I'm currently trying to refactor some code which uses a primitive type into something which I can tuck setters and getters into them. I wanted to make the change to the underlying code transparent, and at first I though C++'s operator overloads would help me out there.
Let's suppose I want to make an "augmented int" type, for instance, that can be treated just like a regular int, but allows for further action wherever I assign to it, and just assignment - all other properties of an int, such as adding with +=, should be preserved.
At first I first though that if I encapsulated the int inside some struct, and filled out the operator= overloads, I'd be set, like in the following example:
#include<iostream>
typedef struct PowerInt{
int x;
PowerInt(){
cout << "PowerInt created\n";
x = 0;
}
~PowerInt(){
cout << "PowerInt destroyed\n";
}
void operator=(int other){
cout << "PowerInt received " << other << "\n";
this->x = other;
}
}PowerInt;
int main(){
PowerInt a;
a = 3;
return 0;
}
The code compiles and runs as expected, but as soon as I try making anything else a regular int could do, like cout << a, or a += 2, or even a simple int b = a; assignment the compiler complains about the operators << and += missing.

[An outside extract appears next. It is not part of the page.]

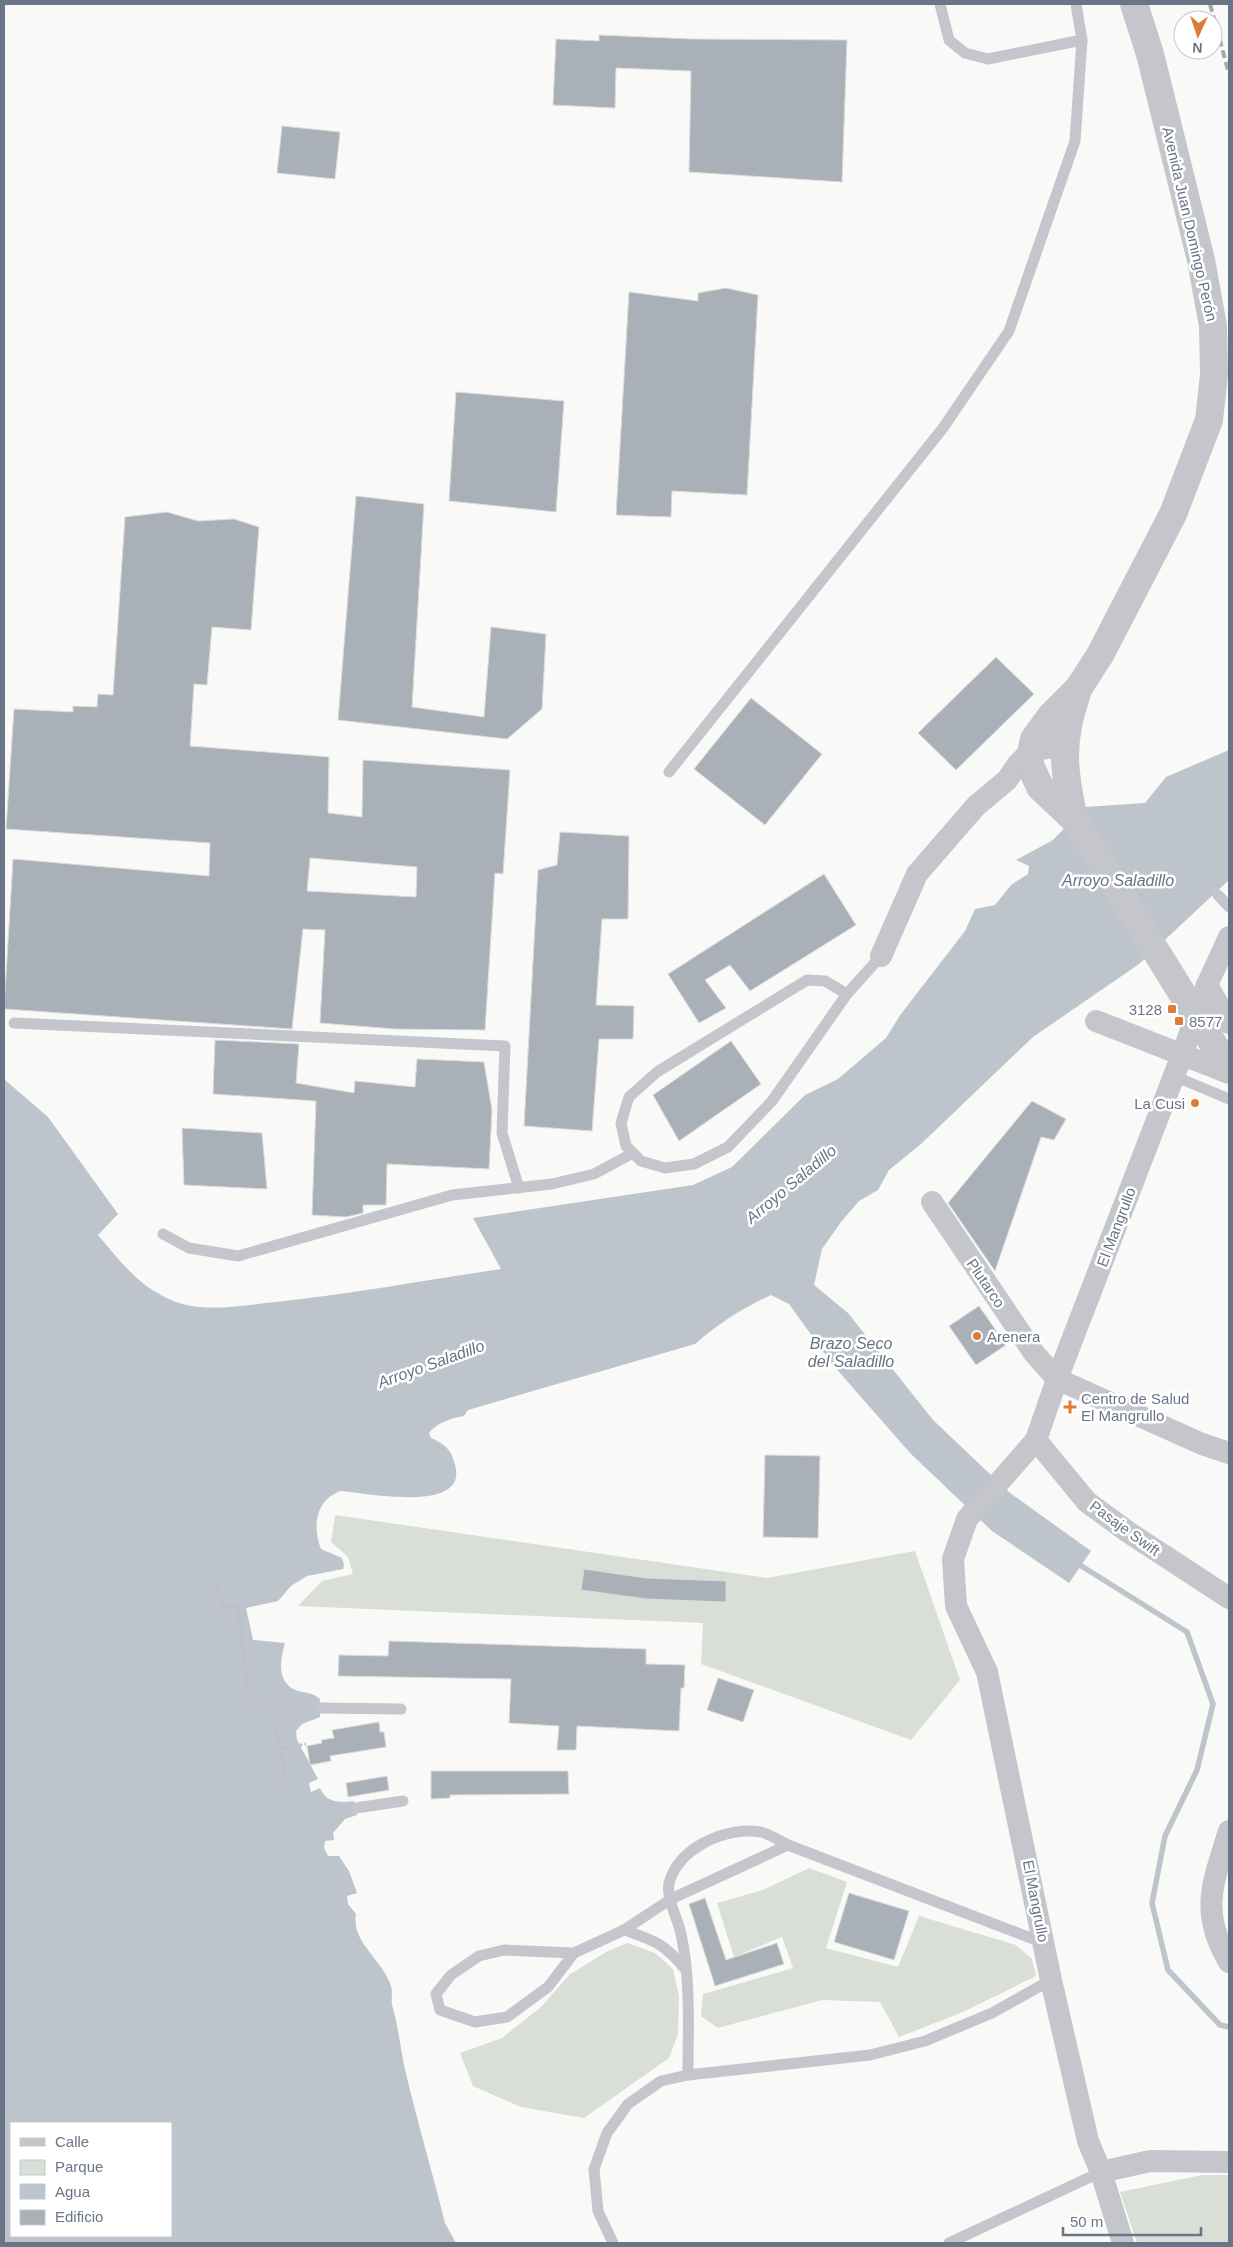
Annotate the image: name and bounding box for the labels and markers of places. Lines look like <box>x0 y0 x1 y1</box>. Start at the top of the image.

Fair enough; I then though that, at least for << and "assigment =", I could get by using some sort of "generic rvalue operator", or some kind of method which returns PowerInt.x wherever my a is used as an rvalue, automatically making expressions like int c = (a + 3); and if (a == 3) {} valid.
Problem is, I can't find a way to implement this idiom, and this mostly likely has to do with either my little understanding of how operator overloading works in C++, or some language feature I'm not yet aware of. Is it possible to accomplish what I'm trying here?